The invention discloses a Cr-containing creep-resisting extruded zinc alloy, belonging to the technical field of metal material manufacture. The alloy comprises the following components by mass percent: 0.05-3.0% of Cr, 0.5-2.5% of Cu, 0.1-0.3% of Ti and the balance of Zn and impurities which accounts for no more than 0.05% of the total amount. The alloy also can comprise 0.1-1.0% of Al by mass.

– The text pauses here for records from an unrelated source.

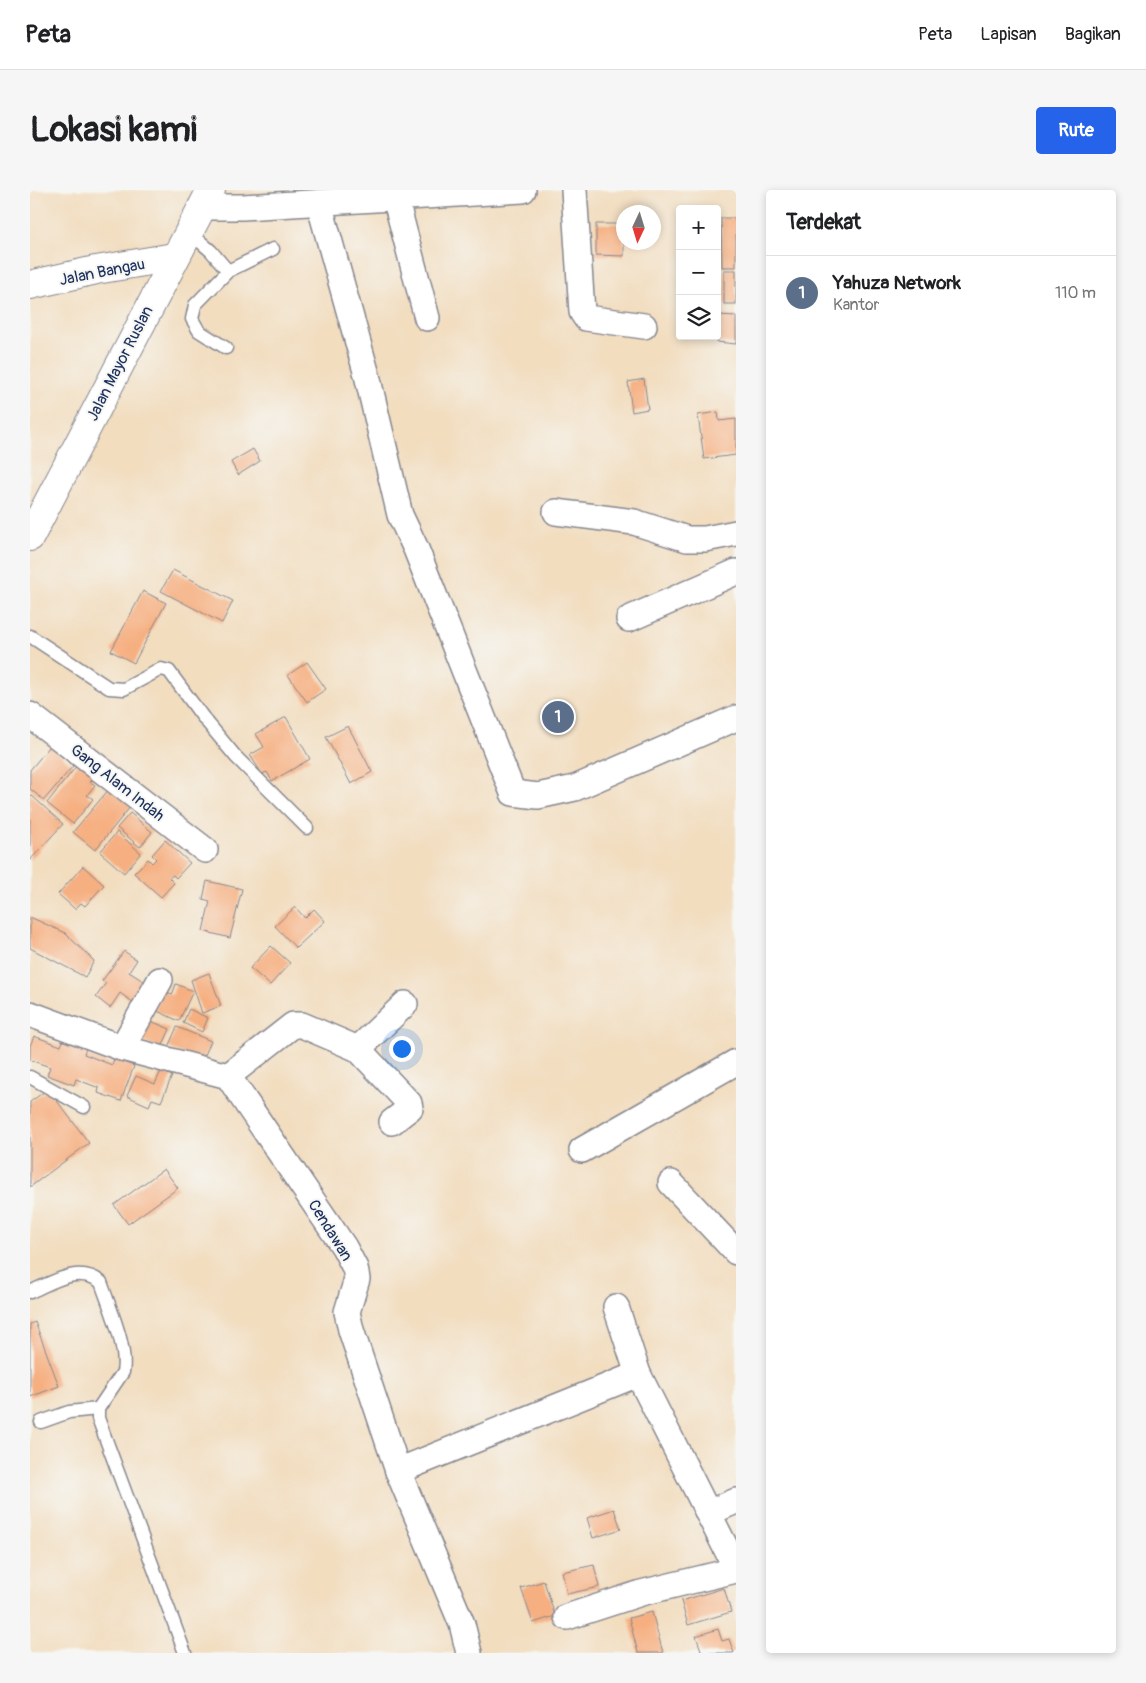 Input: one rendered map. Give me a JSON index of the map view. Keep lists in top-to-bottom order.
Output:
{
  "streets": {
    "street": [
      "Jalan Bangau",
      "Jalan Mayor Ruslan",
      "Gang Alam Indah",
      "Cendawan"
    ]
  },
  "crossings": [
    ["Jalan Bangau", "Jalan Mayor Ruslan"]
  ],
  "north": "bottom",
  "page": {
    "header": "Peta",
    "nav": ["Peta", "Lapisan", "Bagikan"],
    "buttons": "Rute",
    "title": "Lokasi kami",
    "heading": "Terdekat",
    "map_buttons": ["+", "−"],
    "list": [
      {
        "mark": "1",
        "name": "Yahuza Network",
        "note": "Kantor",
        "value": "110 m"
      }
    ],
    "pins": "1"
  }
} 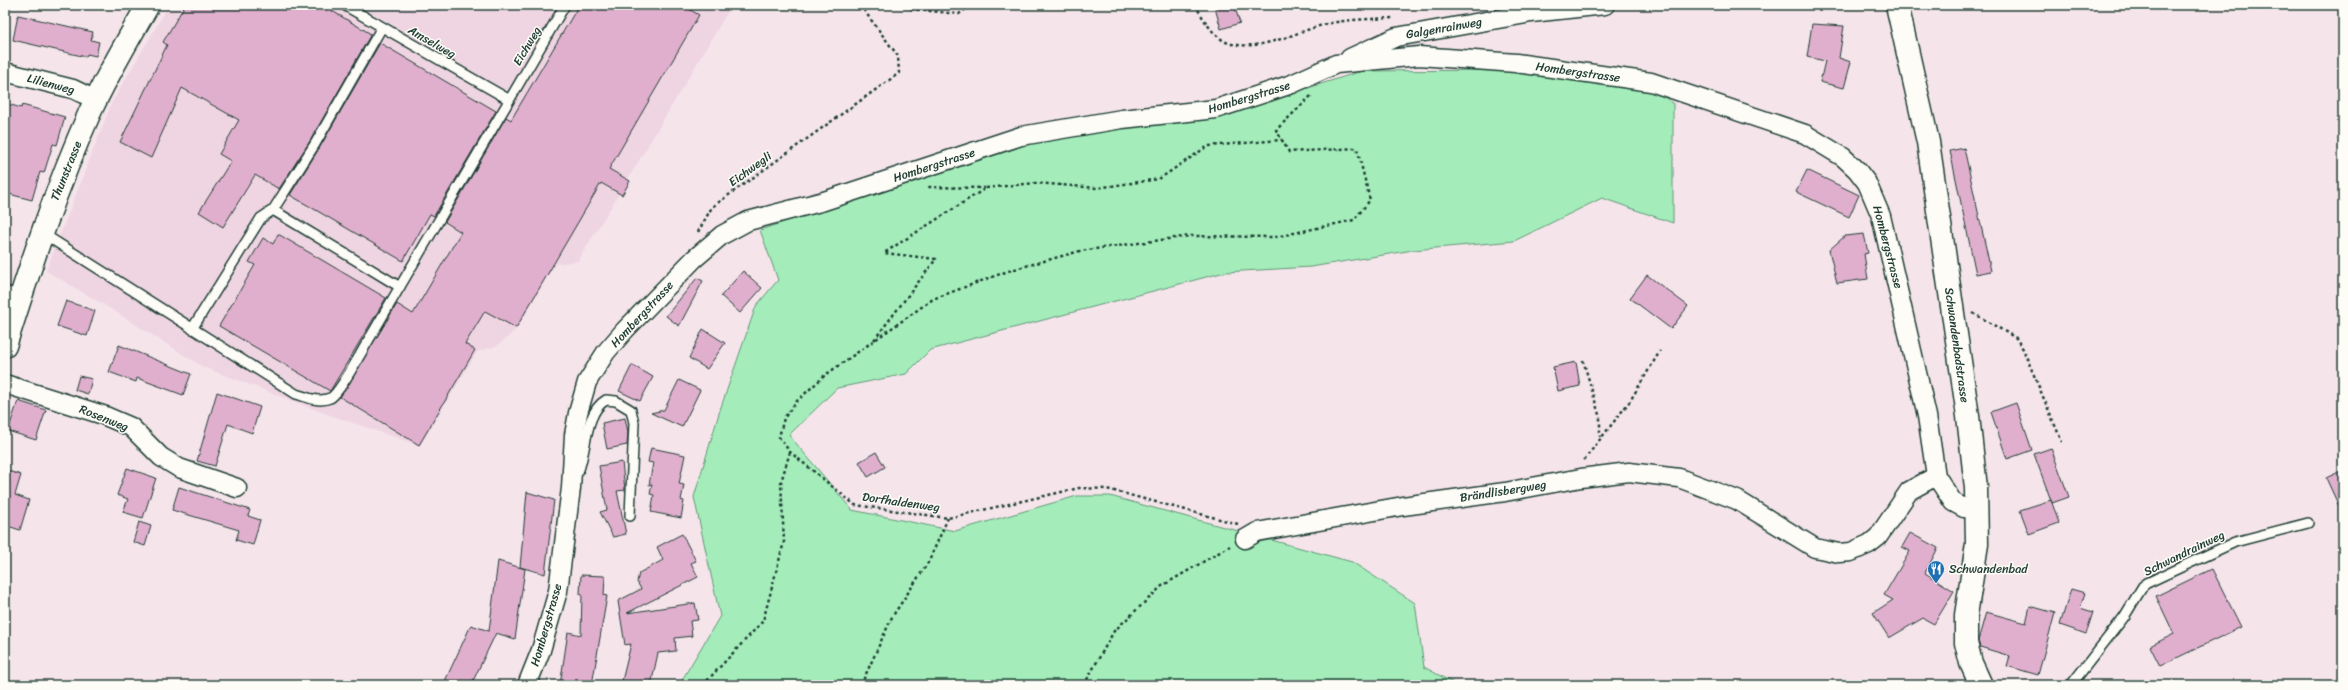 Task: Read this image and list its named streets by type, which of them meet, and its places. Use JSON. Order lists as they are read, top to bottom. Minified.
{"streets":{"street":["Galgenrainweg","Hombergstrasse","Lilienweg","Thunstrasse","Schwandenbadstrasse","Rosenweg","Brändlisbergweg"],"lane":["Amselweg","Eichweg","Schwandrainweg"],"path":["Eichwegli","Dorfhaldenweg"]},"crossings":[["Galgenrainweg","Hombergstrasse"],["Amselweg","Eichweg"],["Eichweg","Thunstrasse"],["Hombergstrasse","Schwandenbadstrasse"],["Hombergstrasse","Brändlisbergweg"],["Lilienweg","Thunstrasse"],["Brändlisbergweg","Dorfhaldenweg"]],"places":{"restaurant":["Schwandenbad"]}}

The preparation method is implemented as follows: smelting by adopting a coverage protective method at the temperature of 630-720 DEG C, adding the alloy elements respectively in a form of pure Zn, pure Al and intermediate alloys of Cu-Cr, Zn-Cu and Zn-Ti, casting at the temperature of 450-500 DEG C after the alloy solution is mixed evenly, homogenizing ingots for 6-10h at the temperature of 360-380 DEG C, performing extrusion forming at the temperature of 240-320 DEG C with the extrusion ratio of 15-38, and annealing for 1-3h at the temperature of 180-220 DEG C. The invention has reasonable component proportioning, and the prepared zinc alloy is a deformation zinc alloy suitable for extrusion and has excellent creep resistance and combination properties.

Description

A kind of creep-resisting extruded zinc alloy that contains Cr and preparation method thereof
Technical field
The invention discloses a kind of zinc alloy and preparation method thereof, be meant creep-resisting extruded zinc alloy of a kind of Cr of containing and preparation method thereof especially; Belong to metal alloy compositions manufacturing technology field.
Background technology
Lower creep resistance is one of main bottleneck of applying of restrained deformation zinc alloy.For improving the creep resisting ability of zinc alloy, abroad some investigator has carried out certain research to the aspects such as deformation mechanism, alloying and processing condition of zinc alloy.Deformation zinc alloy is after getting into the sixties in last century; Because the progress of smelting, processing technology; Improving the research work progress of zinc alloy physicals and over-all properties accelerates; Especially the grasp of high-strength creep resistant zinc alloy melting technology, complete processing, having broken zinc alloy can not be as the restriction of structured material use.The later stage nineties in last century; Japan has carried out a series of research to cold forging, heat-resisting and cast zinc alloy; On the intensity of material and creep-resistant property, obtained certain progress, but comprehensive performance is still waiting to improve, the research of particularly doing at the extruded zinc alloy this respect seldom.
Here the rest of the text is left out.